The full list of Bedrock-hosted models is at [docs.aws.amazon.com/bedrock](https://docs.aws.amazon.com/bedrock/latest/userguide/model-cards.html). Anything in the **Programmatic Access** section of a model card works — including cross-region inference profile IDs (the `us.`, `eu.`, `jp.`, `au.`, and `global.` prefixes) and base in-region IDs. Pick a geo prefix that matches your `AWS_REGION` (e.g. `us.*` for `us-east-1`, `eu.*` for `eu-west-1`).

## How routing works

Pullfrog detects whether the model is Anthropic by checking the ID for the substring `anthropic`:

* **Anthropic IDs** (e.g. `us.anthropic.claude-opus-4-6-v1`) run through the [Claude Code](https://docs.claude.com/en/docs/claude-code/amazon-bedrock) CLI, which talks to Bedrock natively once `CLAUDE_CODE_USE_BEDROCK=1` is set. Pullfrog sets that env var automatically.
* **Everything else** (Nova, Llama, Mistral, DeepSeek, Qwen, GPT-OSS, etc.) runs through [OpenCode's `amazon-bedrock` provider](https://anomalyco-opencode.mintlify.app/providers). Pullfrog prepends the `amazon-bedrock/` prefix automatically.

## Troubleshooting

**"BEDROCK\_MODEL\_ID env var is required when the model is set to bedrock/byok"**

You picked Amazon Bedrock as the model but didn't set `BEDROCK_MODEL_ID` in your workflow's `env:` block. Add it (see step 3 above).
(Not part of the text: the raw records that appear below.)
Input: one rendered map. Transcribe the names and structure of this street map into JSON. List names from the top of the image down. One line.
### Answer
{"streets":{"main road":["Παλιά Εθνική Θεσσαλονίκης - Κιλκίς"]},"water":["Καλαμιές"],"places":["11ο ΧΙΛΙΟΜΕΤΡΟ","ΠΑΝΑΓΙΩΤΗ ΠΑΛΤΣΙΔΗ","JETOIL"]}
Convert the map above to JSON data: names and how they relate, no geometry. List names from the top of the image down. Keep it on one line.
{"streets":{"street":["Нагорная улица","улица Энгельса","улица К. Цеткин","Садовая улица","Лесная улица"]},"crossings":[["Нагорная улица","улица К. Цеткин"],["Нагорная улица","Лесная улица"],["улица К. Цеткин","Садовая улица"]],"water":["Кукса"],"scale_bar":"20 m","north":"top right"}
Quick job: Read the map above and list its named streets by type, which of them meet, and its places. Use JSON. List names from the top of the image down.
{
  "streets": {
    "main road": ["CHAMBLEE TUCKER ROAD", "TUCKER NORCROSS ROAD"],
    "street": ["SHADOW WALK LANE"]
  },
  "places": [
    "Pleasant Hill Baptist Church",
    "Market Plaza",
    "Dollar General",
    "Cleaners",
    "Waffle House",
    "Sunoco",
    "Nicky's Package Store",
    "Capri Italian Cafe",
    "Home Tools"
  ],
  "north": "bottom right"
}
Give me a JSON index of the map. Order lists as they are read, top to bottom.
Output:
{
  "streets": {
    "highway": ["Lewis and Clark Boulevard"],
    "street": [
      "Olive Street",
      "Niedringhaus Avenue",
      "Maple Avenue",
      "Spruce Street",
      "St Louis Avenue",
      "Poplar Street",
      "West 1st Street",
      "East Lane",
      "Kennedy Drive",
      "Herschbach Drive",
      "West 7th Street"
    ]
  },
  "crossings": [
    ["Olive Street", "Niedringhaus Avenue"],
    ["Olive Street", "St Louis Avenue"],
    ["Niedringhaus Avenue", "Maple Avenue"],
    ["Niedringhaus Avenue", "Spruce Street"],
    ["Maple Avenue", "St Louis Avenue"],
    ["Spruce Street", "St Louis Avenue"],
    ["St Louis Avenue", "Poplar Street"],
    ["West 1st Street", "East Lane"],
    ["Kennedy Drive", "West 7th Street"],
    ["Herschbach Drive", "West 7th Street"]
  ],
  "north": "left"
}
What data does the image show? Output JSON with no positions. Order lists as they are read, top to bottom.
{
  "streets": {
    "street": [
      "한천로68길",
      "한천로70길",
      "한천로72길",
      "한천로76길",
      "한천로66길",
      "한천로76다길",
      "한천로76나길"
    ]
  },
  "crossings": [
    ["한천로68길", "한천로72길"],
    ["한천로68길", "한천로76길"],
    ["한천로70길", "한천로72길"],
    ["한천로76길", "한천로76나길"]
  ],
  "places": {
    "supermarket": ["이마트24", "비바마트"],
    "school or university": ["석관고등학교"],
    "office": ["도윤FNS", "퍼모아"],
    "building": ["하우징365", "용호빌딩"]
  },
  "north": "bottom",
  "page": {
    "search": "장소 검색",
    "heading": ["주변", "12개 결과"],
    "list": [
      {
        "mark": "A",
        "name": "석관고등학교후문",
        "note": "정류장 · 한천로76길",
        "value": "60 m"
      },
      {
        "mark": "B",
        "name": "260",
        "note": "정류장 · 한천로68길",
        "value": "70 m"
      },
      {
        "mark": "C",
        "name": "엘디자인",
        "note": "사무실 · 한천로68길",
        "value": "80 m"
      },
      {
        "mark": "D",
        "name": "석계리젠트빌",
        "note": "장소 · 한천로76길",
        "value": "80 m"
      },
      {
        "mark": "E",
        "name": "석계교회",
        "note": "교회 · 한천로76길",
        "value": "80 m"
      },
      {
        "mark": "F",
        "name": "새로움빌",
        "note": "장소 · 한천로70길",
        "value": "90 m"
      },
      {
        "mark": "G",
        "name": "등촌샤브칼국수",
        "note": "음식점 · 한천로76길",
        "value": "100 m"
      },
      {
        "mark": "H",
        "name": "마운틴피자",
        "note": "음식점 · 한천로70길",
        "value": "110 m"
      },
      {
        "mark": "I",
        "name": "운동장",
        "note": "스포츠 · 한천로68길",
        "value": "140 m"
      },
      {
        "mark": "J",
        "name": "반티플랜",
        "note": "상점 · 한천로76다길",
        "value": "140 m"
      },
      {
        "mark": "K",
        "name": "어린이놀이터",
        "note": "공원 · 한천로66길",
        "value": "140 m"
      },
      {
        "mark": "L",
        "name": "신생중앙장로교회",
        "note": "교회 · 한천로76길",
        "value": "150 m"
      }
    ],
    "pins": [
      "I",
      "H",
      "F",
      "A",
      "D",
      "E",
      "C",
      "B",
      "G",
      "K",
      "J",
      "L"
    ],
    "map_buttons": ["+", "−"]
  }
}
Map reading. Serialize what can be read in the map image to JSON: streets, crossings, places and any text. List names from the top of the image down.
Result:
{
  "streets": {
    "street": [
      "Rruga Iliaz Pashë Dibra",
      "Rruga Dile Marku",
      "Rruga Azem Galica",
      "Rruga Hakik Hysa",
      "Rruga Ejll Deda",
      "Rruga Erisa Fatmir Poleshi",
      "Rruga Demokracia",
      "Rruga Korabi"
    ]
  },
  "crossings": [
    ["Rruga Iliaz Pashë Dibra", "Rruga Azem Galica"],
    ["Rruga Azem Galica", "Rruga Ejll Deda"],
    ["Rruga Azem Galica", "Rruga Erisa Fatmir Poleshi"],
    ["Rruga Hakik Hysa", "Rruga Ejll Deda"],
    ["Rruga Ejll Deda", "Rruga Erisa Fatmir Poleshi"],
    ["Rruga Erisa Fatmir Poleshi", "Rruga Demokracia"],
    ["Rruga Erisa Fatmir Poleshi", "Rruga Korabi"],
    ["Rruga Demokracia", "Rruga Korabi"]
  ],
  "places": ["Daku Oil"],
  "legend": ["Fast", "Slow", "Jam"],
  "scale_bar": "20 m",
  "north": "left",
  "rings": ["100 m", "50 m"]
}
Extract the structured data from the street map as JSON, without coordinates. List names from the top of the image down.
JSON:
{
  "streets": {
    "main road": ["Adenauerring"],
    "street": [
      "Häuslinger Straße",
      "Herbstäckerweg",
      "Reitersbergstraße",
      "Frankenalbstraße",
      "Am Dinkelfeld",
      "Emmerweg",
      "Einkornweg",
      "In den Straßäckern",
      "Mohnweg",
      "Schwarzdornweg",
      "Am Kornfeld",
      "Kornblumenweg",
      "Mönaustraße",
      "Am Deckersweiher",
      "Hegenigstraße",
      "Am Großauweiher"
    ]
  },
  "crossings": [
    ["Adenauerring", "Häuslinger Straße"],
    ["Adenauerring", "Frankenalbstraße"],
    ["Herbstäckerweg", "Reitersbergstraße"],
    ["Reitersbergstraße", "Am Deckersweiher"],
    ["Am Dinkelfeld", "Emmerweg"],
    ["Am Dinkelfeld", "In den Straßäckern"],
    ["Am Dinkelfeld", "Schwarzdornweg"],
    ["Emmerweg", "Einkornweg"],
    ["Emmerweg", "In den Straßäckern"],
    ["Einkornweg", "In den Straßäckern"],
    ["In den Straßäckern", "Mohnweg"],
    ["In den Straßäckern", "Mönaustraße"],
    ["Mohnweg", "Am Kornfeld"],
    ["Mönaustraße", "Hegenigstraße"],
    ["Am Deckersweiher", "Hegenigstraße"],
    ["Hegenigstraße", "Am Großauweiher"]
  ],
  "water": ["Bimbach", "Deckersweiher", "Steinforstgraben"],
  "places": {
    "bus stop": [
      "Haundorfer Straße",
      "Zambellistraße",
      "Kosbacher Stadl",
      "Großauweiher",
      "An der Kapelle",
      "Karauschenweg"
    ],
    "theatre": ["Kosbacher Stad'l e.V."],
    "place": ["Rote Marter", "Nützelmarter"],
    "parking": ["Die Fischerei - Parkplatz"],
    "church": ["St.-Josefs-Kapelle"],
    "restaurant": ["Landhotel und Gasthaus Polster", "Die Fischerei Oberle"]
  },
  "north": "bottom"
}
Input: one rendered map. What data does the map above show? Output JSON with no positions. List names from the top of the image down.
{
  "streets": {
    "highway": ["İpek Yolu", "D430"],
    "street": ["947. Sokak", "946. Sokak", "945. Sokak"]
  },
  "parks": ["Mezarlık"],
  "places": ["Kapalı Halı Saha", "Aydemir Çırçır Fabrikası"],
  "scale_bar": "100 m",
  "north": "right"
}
**"Bedrock model selected but required configuration is missing"**

One or more of the three required values isn't set. The error message lists exactly what's missing.

**Run starts but the LLM call returns 403/AccessDeniedException**

For Anthropic models: see [step 4](#4-anthropic-only-submit-the-use-case-form) — first-time use of an Anthropic model on Bedrock requires a one-time use-case form.

For other models: your IAM policy is missing `bedrock:InvokeModel` for that model's resource ARN. (If you're using a Bedrock API key instead of IAM access keys, this almost never happens — the bearer token already grants invoke permission to anything in the account.)

**Run starts but the LLM call returns ValidationException about the model ID**

The `BEDROCK_MODEL_ID` value isn't a valid Bedrock ID for your region. Check the model card's **Programmatic Access** section in the AWS console — the ID format depends on whether you're using cross-region inference (geo prefix) or in-region invocation (no prefix). Make sure the geo prefix matches your `AWS_REGION`.